── GIVEN RECORDS

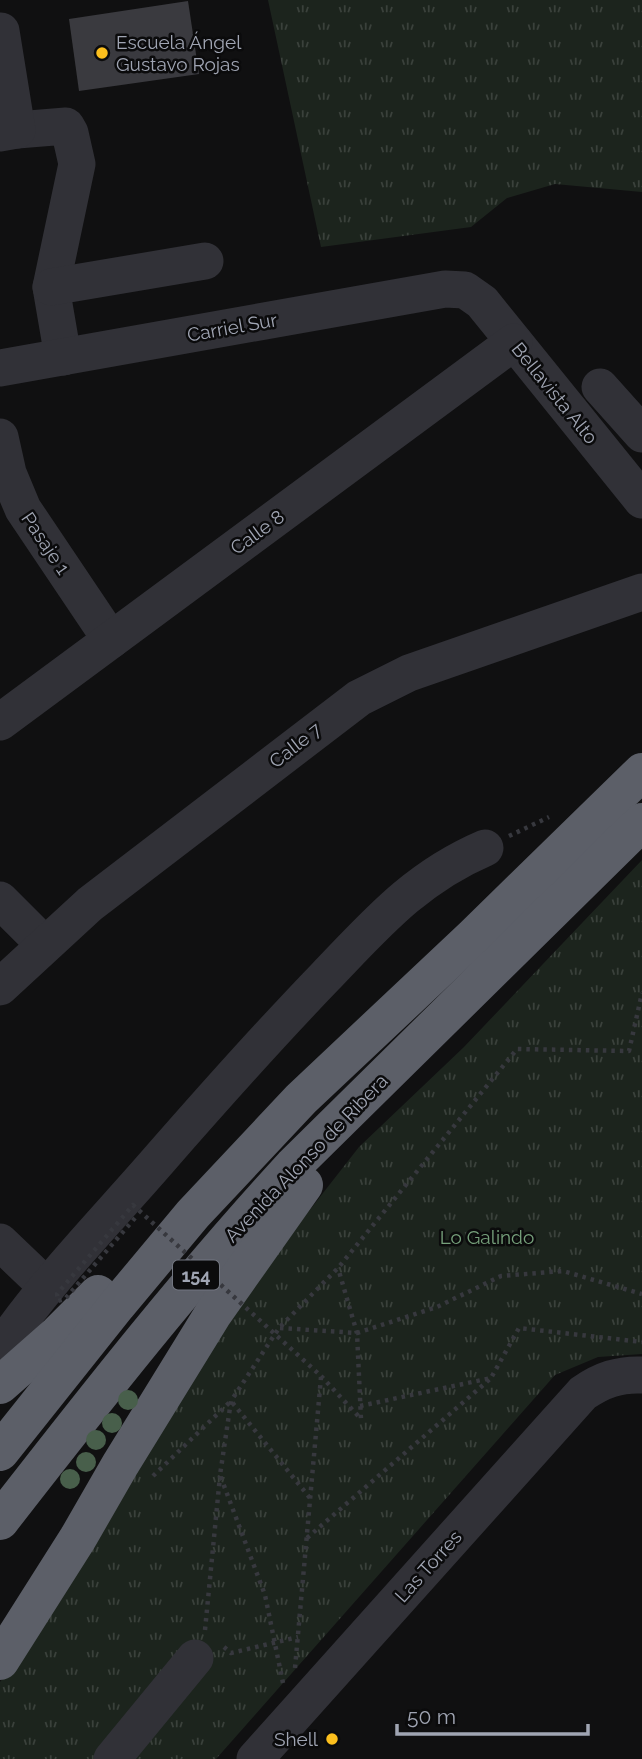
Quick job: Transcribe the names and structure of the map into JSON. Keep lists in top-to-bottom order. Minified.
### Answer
{"streets":{"highway":["Avenida Alonso de Ribera","154"],"street":["Carriel Sur","Bellavista Alto","Calle 8","Pasaje 1","Calle 7","Las Torres"]},"crossings":[["Carriel Sur","Bellavista Alto"],["Bellavista Alto","Calle 8"],["Calle 8","Pasaje 1"]],"parks":["Lo Galindo"],"places":["Escuela Ángel Gustavo Rojas","Shell"],"scale_bar":"50 m"}
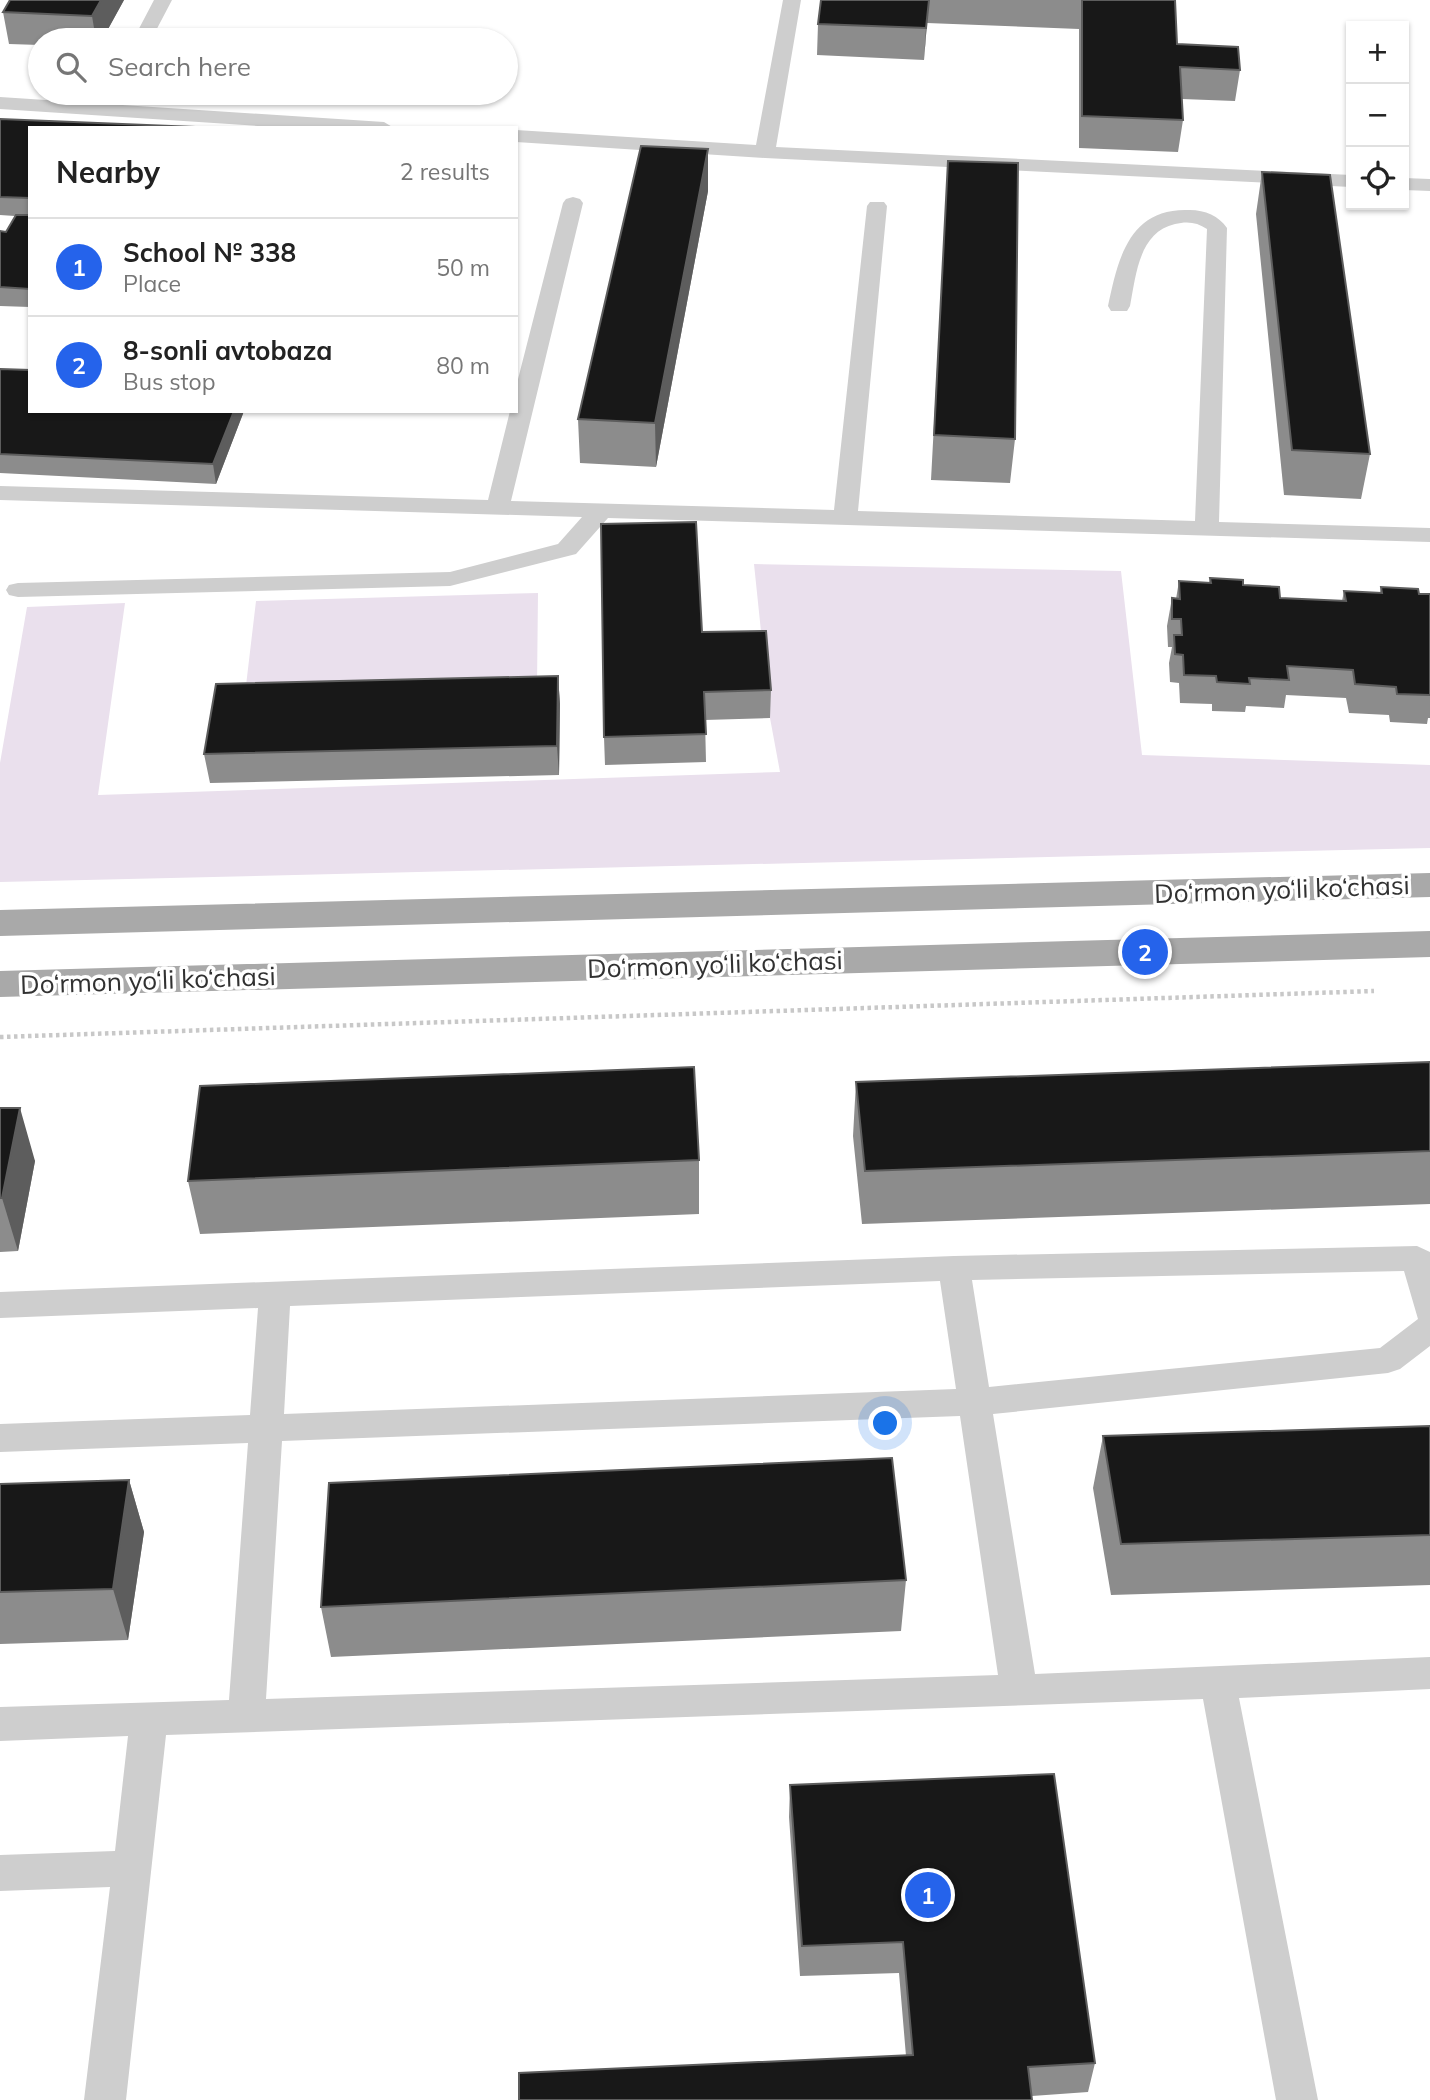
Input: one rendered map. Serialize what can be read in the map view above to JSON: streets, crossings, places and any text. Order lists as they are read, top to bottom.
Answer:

────

Return the records above in their entirety, word for word, with the pictures removed.

Quick job: Transcribe the names and structure of the map into JSON. Keep lists in top-to-bottom order. Minified.
### Answer
{"streets":{"highway":["Avenida Alonso de Ribera","154"],"street":["Carriel Sur","Bellavista Alto","Calle 8","Pasaje 1","Calle 7","Las Torres"]},"crossings":[["Carriel Sur","Bellavista Alto"],["Bellavista Alto","Calle 8"],["Calle 8","Pasaje 1"]],"parks":["Lo Galindo"],"places":["Escuela Ángel Gustavo Rojas","Shell"],"scale_bar":"50 m"}
Input: one rendered map. Serialize what can be read in the map view above to JSON: streets, crossings, places and any text. Order lists as they are read, top to bottom.
Answer:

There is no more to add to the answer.